TypeError: ABTestingManager.deploy_challenger_endpoint() got an unexpected keyword argument 'model_data_url'

In [None]:
# Generate traffic split configuration for gradual rollout
CHAMPION_ENDPOINT = 'fraud-detection-production'

traffic_config = ab_manager.generate_traffic_split_config(
    champion_endpoint=CHAMPION_ENDPOINT,
    challenger_endpoint=challenger_endpoint,
)

print('Traffic Split Configuration:')
print(json.dumps(traffic_config, indent=2, default=str))

print('\nRollout Plan:')
for stage in traffic_config.get('rollout_plan', []):
    print(f'  Stage {stage["stage"]}: {stage["challenger_traffic"]}% challenger traffic '
          f'for {stage["duration_hours"]}h')

In [None]:
# Compare champion and challenger endpoints with test data
test_records = X_test.head(100).to_dict(orient='records')

comparison_result = ab_manager.compare_endpoints(
    champion_endpoint=CHAMPION_ENDPOINT,
    challenger_endpoint=challenger_endpoint,
    test_data=test_records,
)

print('Endpoint Comparison:')
print(json.dumps(comparison_result, indent=2, default=str))

In [None]:
# Promote challenger to champion (when A/B test results are positive)
# Uncomment the line below to execute the promotion:
# ab_manager.promote_challenger_to_champion(
#     champion_endpoint=CHAMPION_ENDPOINT,
#     challenger_endpoint=challenger_endpoint,
# )

print('To promote the challenger to champion, uncomment and run the cell above.')
print('This will update the production endpoint and clean up the challenger.')

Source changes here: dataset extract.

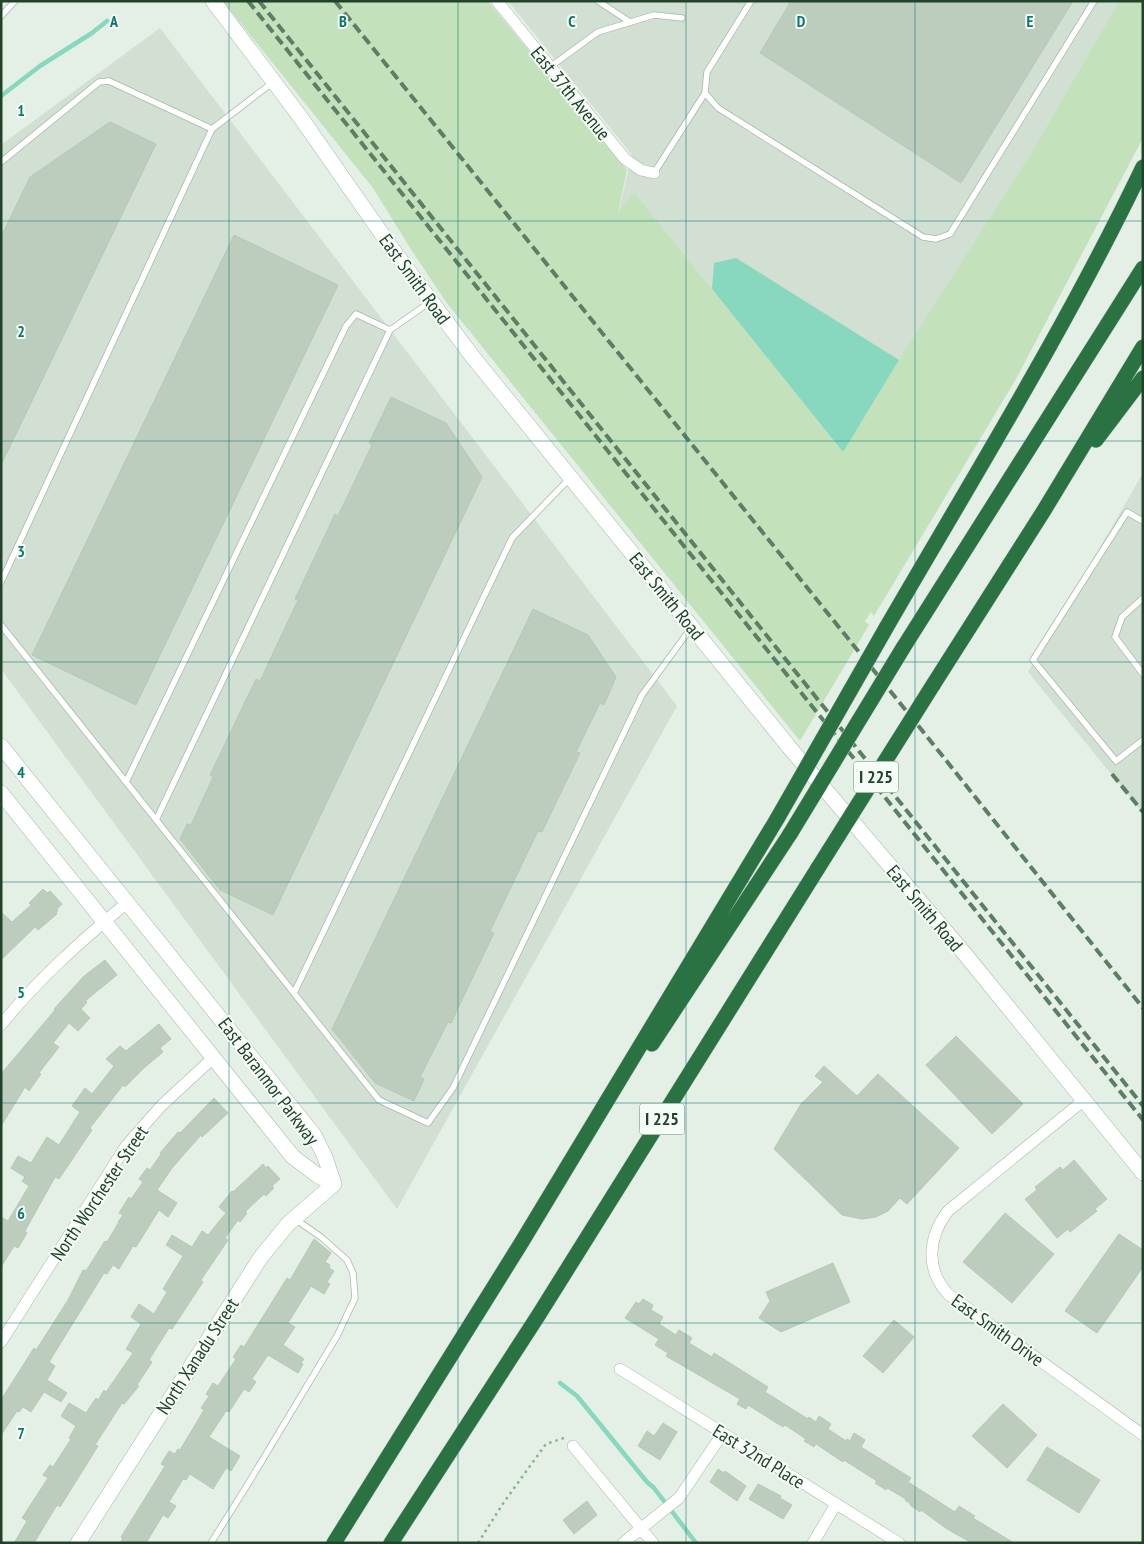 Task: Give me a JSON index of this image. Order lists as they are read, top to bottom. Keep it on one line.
{"streets":{"highway":["I 225"],"street":["East 37th Avenue","East Smith Road","East Baranmor Parkway","North Worchester Street","East Smith Drive","North Xanadu Street","East 32nd Place"]},"crossings":[["East Smith Road","East Smith Drive"],["East Baranmor Parkway","North Worchester Street"],["East Baranmor Parkway","North Xanadu Street"]],"grid":{"columns":["A","B","C","D","E"],"rows":["1","2","3","4","5","6","7"]}}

## 12. Summary and Next Steps

### What We Accomplished

1. **Trained** an XGBoost model with optimized hyperparameters
2. **Evaluated** the model using accuracy, precision, recall, F1, and AUC-ROC
3. **Visualized** results with confusion matrix, ROC curve, and precision-recall curve
4. **Compared** against the production baseline and confirmed improvement
5. **Validated** hyperparameters before promotion
6. **Updated** Parameter Store with new hyperparameters (with automatic backup)
7. **Generated** a production configuration file and wrote it to S3
8. **Triggered** the production pipeline for retraining
9. **Deployed** a challenger endpoint for A/B testing

### Next Steps

- **Monitor the A/B test** — track champion vs challenger metrics over the rollout
  stages (1% → 10% → 50% → 100%).
- **Promote the challenger** — once the challenger consistently outperforms the
  champion, call `promote_challenger_to_champion()` to complete the switch.
- **Iterate** — use the other notebooks to explore new features, algorithms, or
  hyperparameter configurations and repeat this promotion workflow.
- **Rollback if needed** — use `integrator.rollback_parameter_store(backup_key)` to
  restore previous Parameter Store values if issues arise.